South Africa: Ten years after xenophobic killings, refugees and migrants still living in fear

Ten years after an outbreak of horrific xenophobic violence claimed 60 lives in South Africa, refugees and migrants are still facing daily discrimination and living in constant fear of physical attacks, Amnesty International said today.

The xenophobic violence that spread across South Africa in 2008 should have been a wake-up call for the government
Shenilla Mohamed, Executive Director of Amnesty International South Africa

On 11 May 2008 a Mozambican national, Ernesto Alfabeto Nhamuaye, was beaten, stabbed and set alight in a brutal killing which set off a chain of violent attacks against migrants and refugees in South Africa.

“The violence that spread across South Africa in 2008 should have been a wake-up call for the government, underscoring the catastrophic consequences of its failure to root out hatred against refugees and migrants. But 10 years on, refugees and migrants still feel the echoes of that terrifying period,” said Shenilla Mohamed, Executive Director of Amnesty International South Africa.

“Ongoing xenophobia in South Africa is compounded by the failed criminal justice system, with many cases remaining unresolved, which allows perpetrators to attack refugees and migrants with impunity. There has been a marked failure to bring those responsible for the 2008 attacks to justice, emboldening future attackers and leaving refuges and migrants in a constant state of fear.”

Since 2008 there have been numerous outbreaks of violence against refugees and migrants in South Africa.

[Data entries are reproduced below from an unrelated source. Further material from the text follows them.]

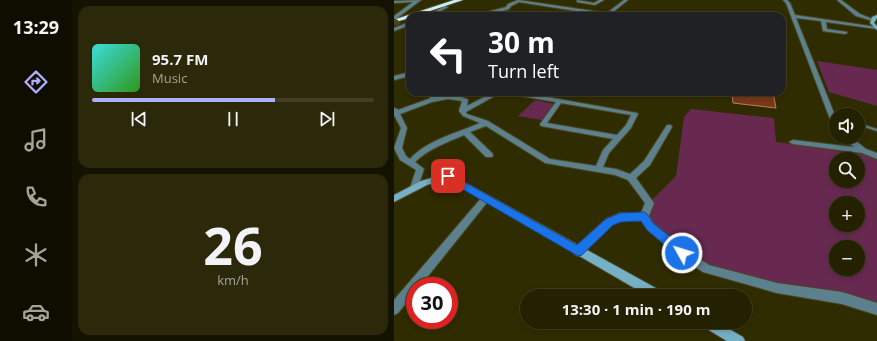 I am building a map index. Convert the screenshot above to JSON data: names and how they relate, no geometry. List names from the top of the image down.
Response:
{
  "page": {
    "tabs": "13:29",
    "turn": ["30 m", "Turn left"],
    "song": ["95.7 FM", "Music"],
    "map_buttons": ["+", "−"],
    "tile": ["26", "km/h"],
    "limit": "30",
    "trip": "13:30 · 1 min · 190 m"
  }
} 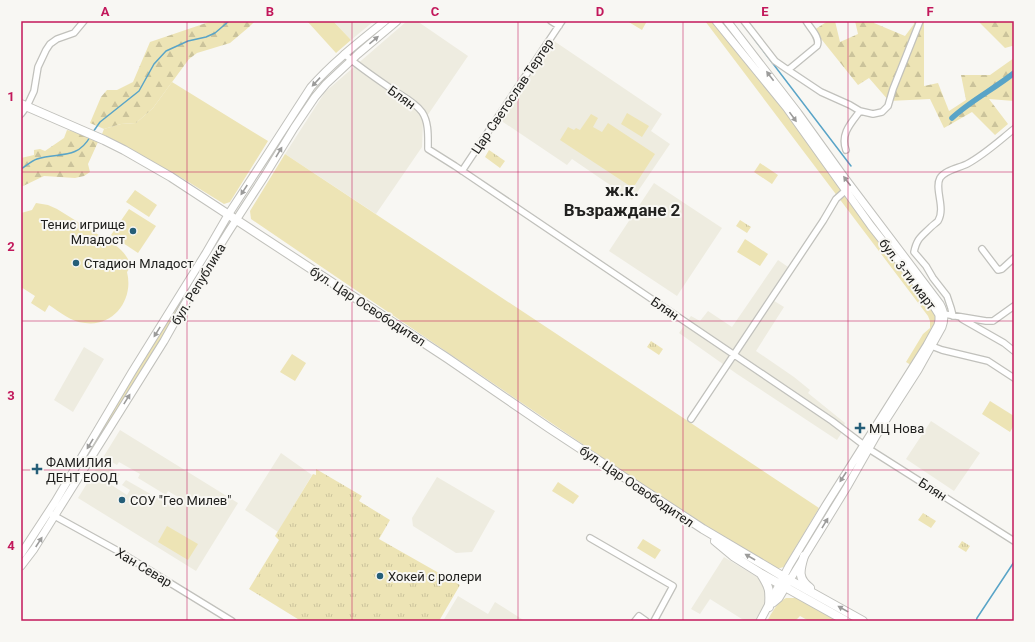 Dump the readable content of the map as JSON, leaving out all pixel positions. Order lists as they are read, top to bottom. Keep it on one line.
{"streets":{"main road":["бул. Цар Освободител"],"street":["Цар Светослав Тертер","Блян","бул. 3-ти март","бул. Република","Хан Севар"]},"crossings":[["Цар Светослав Тертер","Блян"],["Блян","бул. 3-ти март"],["Блян","бул. Република"],["бул. 3-ти март","бул. Цар Освободител"],["бул. Република","бул. Цар Освободител"],["бул. Република","Хан Севар"]],"districts":["ж.к. Възраждане 2"],"places":{"other":["Тенис игрище Младост","Стадион Младост","СОУ \"Гео Милев\"","Хокей с ролери"],"health":["МЦ Нова","ФАМИЛИЯ ДЕНТ ЕООД"]},"grid":{"columns":["A","B","C","D","E","F"],"rows":["1","2","3","4"]}}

On 7 June 2014, violence erupted in Mamelodi, a township northeast of Pretoria, resulting in attacks on shops owned by people of Somali origin in and around the township over a period of six days costing lives and livelihoods. Amnesty International noted the police’s failure to respond to the attacks at the time.

10 years on, refugees and migrants still feel the echoes of that terrifying period
Shenilla Mohamed

In April 2015 another Mozambican national, Emmanuel Sithole, was stabbed to death in Alexander township in Johannesburg. His murder was captured by South Africa's Sunday Times photographer, James Oatway, who happened to be in the township at the time.

In the same month, widespread attacks against refugees, migrants and their businesses were recorded in Durban, Kwa-Zulu Natal. At least four people were killed while many others were seriously injured, shops looted and more than 1000 people displaced in the province.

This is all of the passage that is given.